Stupore, sollievo, incredulità furono solo una parte infinitesimale del ventaglio di sensazioni che provai in quel momento. C'era però una verità nascosta che il mio cervello non era stato in grado di cogliere.

Caleb sorrideva.

Non era sorpreso o scioccato come noi. Un semplice e puro sorriso aveva trovato spazio sul suo volto, come se avesse saputo fin dal primo momento chi avrebbe trovato in quella stanza.

Se fossi stata più attenta, se fossi stata più lucida, lo avrei capito in quel momento. E invece quel dettaglio si disperse nel flusso d'adrenalina, come fumo in cielo.

Cosa ci fa lui qui? Questo sembrava l'unico pensiero che il mio cervello era stato in grado di formulare. Perché nessuno di noi poteva aver frainteso le parole di Jenna. Gli Harrison erano il nemico. Caleb era il nemico.

E allora perché conosceva proprio quel posto?

Fu come se tutti avessimo trattenuto il respiro per un lasso di tempo infinito, nel tentativo di congelare quel momento per sempre. Come se non volessimo affrontare le conseguenze di quell'ulteriore fulmine che aveva sconvolto una volta ancora tutto il nostro mondo.

Quella apparente tregua però durò poco. Vidi Alex lanciarsi verso Caleb, ergendosi in tutta la sua altezza e afferrando con forza il bavero della sua giacca.

«Che cazzo ci fai qua, Evans?» Una scintilla sembrava essersi accesa in lui. Non era più la maschera impassibile che aveva pazientemente ascoltato i discorsi di Jenna. Ora sembrava bruciare. Bruciava di tutte le bugie e di tutte le questioni irrisolte che aveva con lui.

Fu proprio Jenna a reagire per prima. Scattò verso di loro e si mise in mezzo. «Smettetela» ordinò, poggiando i palmi delle mani sul tessuto delle loro magliette, per dividerli.

Rivolse un'occhiata inflessibile prima a uno e poi all'altro, ma nessuno dei due sembrava voler opporre resistenza. Caleb aveva uno sguardo deciso e per nulla preoccupato, come se avesse messo in conto quella reazione. Alex invece fece un passo indietro, con un'espressione dura e nauseata allo stesso tempo, prima di scuotere la testa e voltarsi nella mia direzione.

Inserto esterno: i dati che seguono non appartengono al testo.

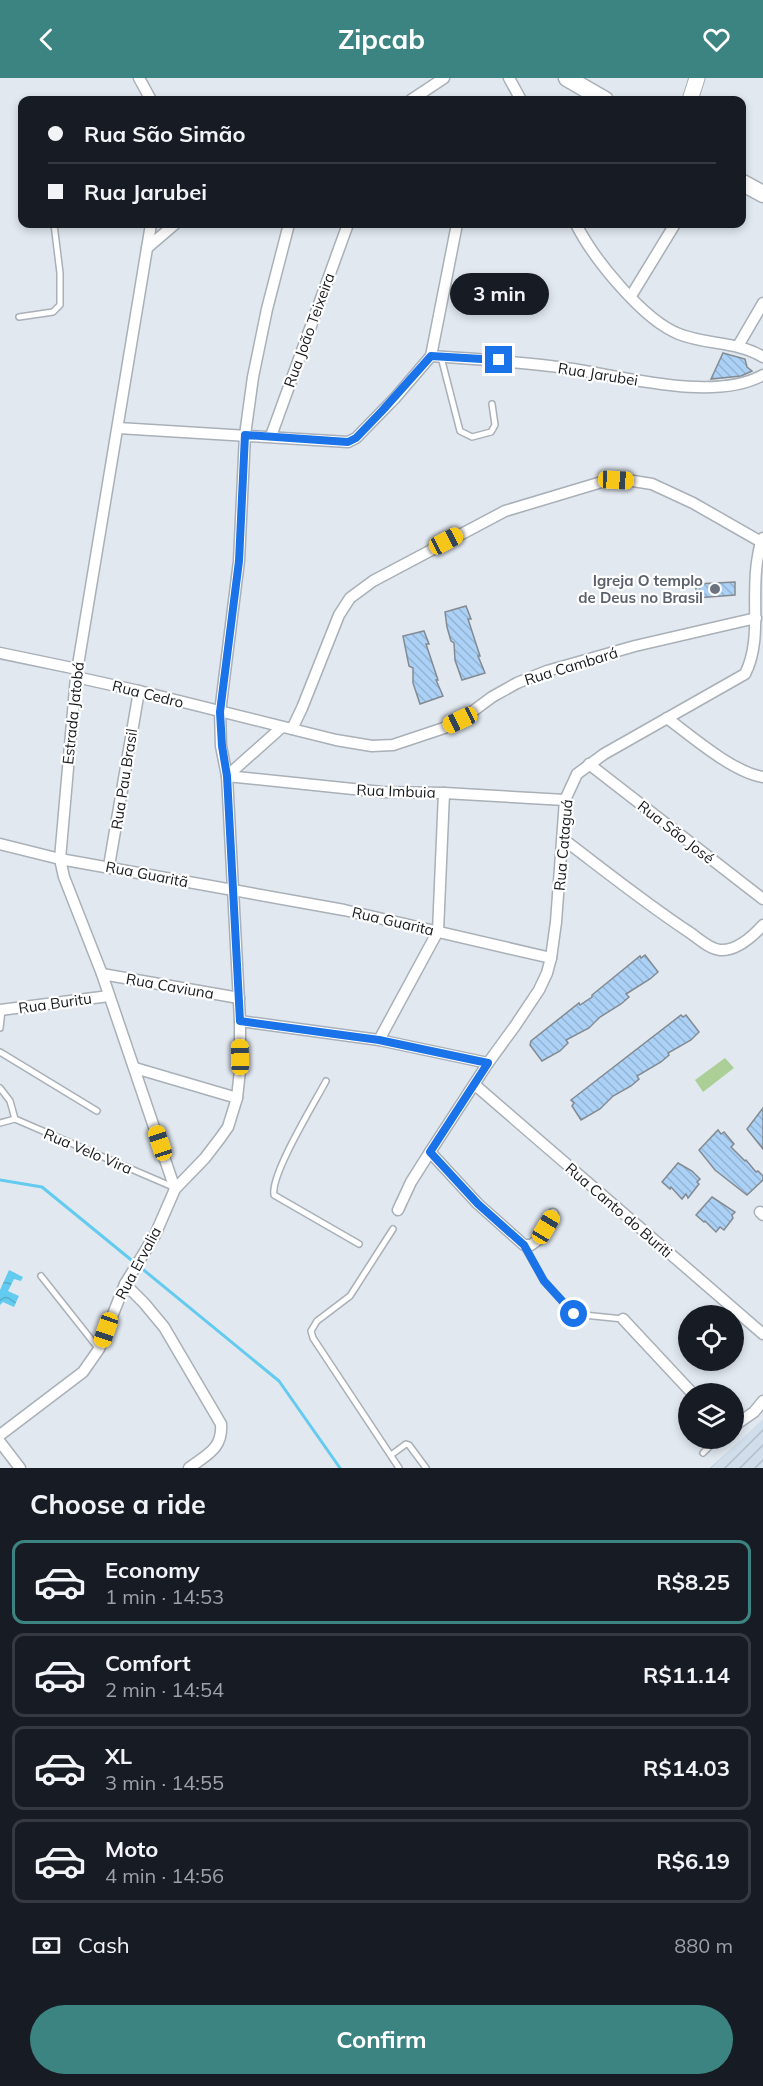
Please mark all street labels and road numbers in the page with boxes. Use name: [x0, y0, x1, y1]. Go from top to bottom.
street label: Rua João Teixeira: [279, 270, 339, 390]
street label: Rua Jarubei: [557, 358, 639, 390]
street label: Rua Cambará: [522, 643, 620, 689]
street label: Estrada Jatobá: [58, 661, 88, 765]
street label: Rua Cedro: [110, 676, 186, 712]
street label: Rua Pau Brasil: [107, 727, 141, 831]
street label: Rua Imbuia: [356, 780, 436, 802]
street label: Rua São José: [634, 796, 718, 868]
street label: Rua Cataguá: [550, 798, 576, 892]
street label: Rua Guaritã: [104, 857, 190, 891]
street label: Rua Guarita: [350, 902, 436, 940]
street label: Rua Caviuna: [125, 969, 215, 1003]
street label: Rua Buritu: [17, 988, 93, 1018]
street label: Rua Velo Vira: [41, 1124, 135, 1178]
street label: Rua Canto do Buriti: [562, 1158, 676, 1262]
street label: Rua Ervalia: [111, 1223, 165, 1303]

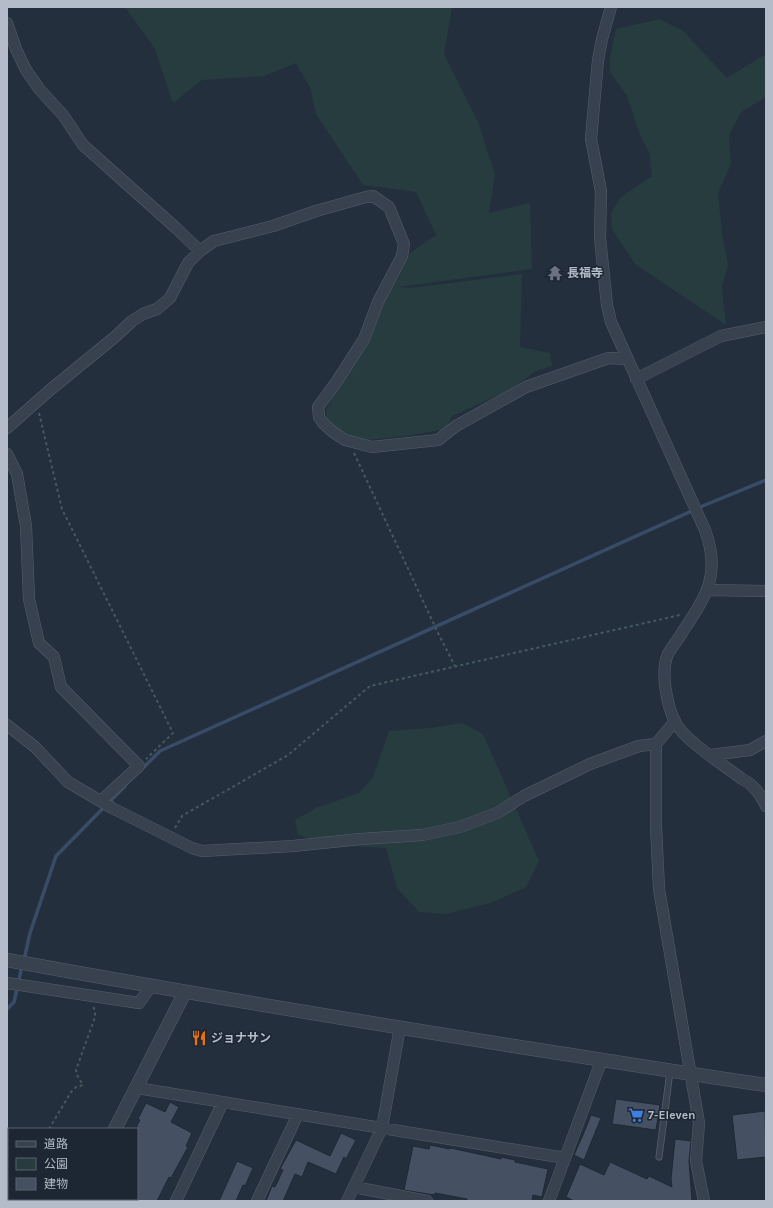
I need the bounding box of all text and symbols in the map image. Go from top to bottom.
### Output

Fu quello il momento nel quale mi resi conto di far parte anche io di quella situazione, che stavo vivendo come se fossi una semplice spettatrice. Troppo esausta per reagire, troppo scioccata per metabolizzarla, sentii i suoi occhi cercarmi, ma io rispondevo con uno sguardo diffidente.

Era solamente un brutto scherzo, vero? Uno di quei miei sogni dove correvo nella foresta e non trovavo la fine. Alex non era reale. Jenna e Caleb neppure. La mia mente doveva aver cambiato il solito schema per accrescere il mio panico, ma era solo un sogno, giusto? Doveva esserlo. Perché la realtà era troppo devastante per accettarla.

Quante persone mi avevano presa in giro?

I tratti del mio viso dovevano essere stravolti, a giudicare dallo sguardo che mi rivolse Alex. Vidi la sua maschera dura incrinarsi, mentre si avvicinava a me. Non capivo bene il perché, ma me ne resi conto quando parlò.

«Respira, Cassie.» Posò la sua mano bollente sul mio viso ghiacciato e la sua espressione arrabbiata si tramutò in una versione più preoccupata. Senza dire una parola, fece scorrere la cerniera della felpa, togliendola velocemente e appoggiandola sulle mie spalle.

Avrei voluto ringraziarlo, o dirgli che non ne avevo bisogno, insomma articolare anche solamente una singola parola... ma non ci riuscivo. L'ingresso di Caleb mi aveva paralizzata. Vivevo quella scena senza essere davvero lì. Come se la ragazza su quello sgabello non fossi io, ma solamente un ologramma senza anima.